Mit dem Abstieg aus der Fußball-Bundesliga musste sich Hertha BSC im Sommer auch von einer Menge Spielern verabschieden. 22 Profis verließen den Verein. Noch haben nicht alle ihr neues sportliches Glück gefunden. Von Ilja Behnisch

Dass Fußball-Vereine sich im Abstiegsfall neu aufstellen und den Kader komplett renovieren, ist eher der Regelfall denn die Ausnahme. Und sowohl finanziell als auch sportlich zumeist geboten. Bei Zweitligist Hertha BSC war die Lage im Sommer nach den wilden Windhorst-Jahren zusätzlich verschärft. Immerhin stand die Lizenzerteilung wohl mindestens kurzzeitig auf der Kippe. Am Ende erwirtschaftete der Klub ein Transferplus von mutmaßlich über 25 Millionen Euro.

Doch wie ergeht es den nun Ex-Herthanern seither? Eine kleine Auswahl der wohl prominentesten der insgesamt 22 Sommerabgänge.

Dodi Lukebakio (FC Sevilla, 26 Jahre, 32 Spiele für Hertha in der Abstiegs-Saison)

Im großen, grauen Nebel, dem die Hertha-Saison 2022/23 glich, war Lukebakio noch am ehesten die Taschenlampe, mit der es einen Weg raus gegeben hätte. Elf Tore und vier Torvorlagen standen für den belgischen Nationalspieler am Ende zu Buche.

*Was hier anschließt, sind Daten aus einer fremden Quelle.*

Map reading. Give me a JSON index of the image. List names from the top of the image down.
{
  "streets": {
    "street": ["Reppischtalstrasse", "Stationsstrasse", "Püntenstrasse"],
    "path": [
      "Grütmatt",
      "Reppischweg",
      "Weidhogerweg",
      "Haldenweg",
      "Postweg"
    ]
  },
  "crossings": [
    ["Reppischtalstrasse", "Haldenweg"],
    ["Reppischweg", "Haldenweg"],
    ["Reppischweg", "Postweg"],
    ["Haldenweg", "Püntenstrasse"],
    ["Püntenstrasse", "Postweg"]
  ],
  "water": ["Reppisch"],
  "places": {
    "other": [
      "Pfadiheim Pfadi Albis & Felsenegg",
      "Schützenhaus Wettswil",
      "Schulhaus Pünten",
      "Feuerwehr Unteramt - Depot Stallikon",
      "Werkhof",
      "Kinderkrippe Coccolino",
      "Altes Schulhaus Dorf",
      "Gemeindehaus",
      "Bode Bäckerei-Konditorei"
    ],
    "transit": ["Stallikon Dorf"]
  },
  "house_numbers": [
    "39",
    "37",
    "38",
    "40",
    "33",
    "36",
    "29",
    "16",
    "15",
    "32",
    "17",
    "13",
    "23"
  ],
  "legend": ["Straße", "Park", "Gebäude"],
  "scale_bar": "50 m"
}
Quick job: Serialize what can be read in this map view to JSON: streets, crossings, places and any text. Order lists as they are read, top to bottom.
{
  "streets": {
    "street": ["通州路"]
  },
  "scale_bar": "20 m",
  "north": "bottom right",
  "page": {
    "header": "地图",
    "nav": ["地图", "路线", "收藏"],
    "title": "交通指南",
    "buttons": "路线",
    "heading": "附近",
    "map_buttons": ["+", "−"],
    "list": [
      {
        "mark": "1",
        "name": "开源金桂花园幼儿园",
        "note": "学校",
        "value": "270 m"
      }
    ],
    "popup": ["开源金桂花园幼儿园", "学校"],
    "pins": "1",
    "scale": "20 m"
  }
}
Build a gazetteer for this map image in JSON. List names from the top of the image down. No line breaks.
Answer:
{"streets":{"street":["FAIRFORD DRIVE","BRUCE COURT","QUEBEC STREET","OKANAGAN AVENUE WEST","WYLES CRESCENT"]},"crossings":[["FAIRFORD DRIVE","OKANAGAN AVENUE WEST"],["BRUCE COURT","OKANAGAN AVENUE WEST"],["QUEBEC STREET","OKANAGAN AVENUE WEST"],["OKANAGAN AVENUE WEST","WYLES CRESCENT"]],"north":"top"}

Dass der drittteuerste Transfer der Vereinsgeschichte (20 Millionen Euro) und Großverdiener nicht mit in die zweite Liga gehen würde, war noch schneller klar, als Lukebakio laufen kann. Trotzdem dauerte es bis Ende August, ehe der Außenstürmer mit dem FC Sevilla einen neuen Klub präsentieren konnte. Die Spanier überwiesen kolportierte zehn Millionen Euro nach Berlin und erhielten einen Stammspieler. Gut für Lukebakio: Er ist der drittbeste Torschütze der Andalusier. Schlecht für Sevilla: mit nur zwei Toren. Der amtierende Europa-League-Sieger steckt im spanischen Nebel. Platz 15 nach elf Spielen. Trainerentlassung inklusive.

Oliver Christensen (AC Florenz, 24 Jahre, 33 Spiele für Hertha in der Abstiegs-Saison)

Der dänische Torwart und Fan-Liebling nahm noch zwei Zweitliga-Spiele für die Hertha mit und wechselte dann für vermutete 4,5 Millionen Euro in die italienische Renaissance-Metropole. Dort, altes Fußballer-Latein, kam er, spielte und spielte nicht mehr. Will heißen: Der zweite und dritte Spieltag in der italienischen Serie A gehörten ihm. Nach einem 0:4 bei Inter Mailand musste Christensen seinen Platz dann wieder an das Florentiner Urgestein Pietro Terracciano abgeben. Kein Wunder: Terracciano bedeutet so viel wie "Bewohner einer Burg".

Jessic Ngankam (Eintracht Frankfurt, 23 Jahre, 18 Spiele für Hertha in der Abstiegs-Saison)

Ein gebürtiger Berliner mit leidenschaftlichem Spiel — wenn jemand den Berliner Weg verkörpern sollte, den die neue Hertha-Führung um Präsident Kay Bernstein gehen will, dann Ngankam. Doch der U21-Nationalspieler sah seine Zukunft in der Bundesliga und wechselte für etwa vier Millionen Euro zu Eintracht Frankfurt. Dort stand er bislang in jedem fünften Spiel in der Startelf. Zuletzt jedoch war er entweder gar nicht im Kader oder er saß wie beim Spiel am Wochenende bei Union Berlin (3:0) über 90 Minuten auf der Bank. In insgesamt 15 Pflichtspiel-Einsätzen gelangen ihm drei Treffer: zwei gegen Lok Leipzig im Pokal, einer im Europapokal gegen Levski Sofia.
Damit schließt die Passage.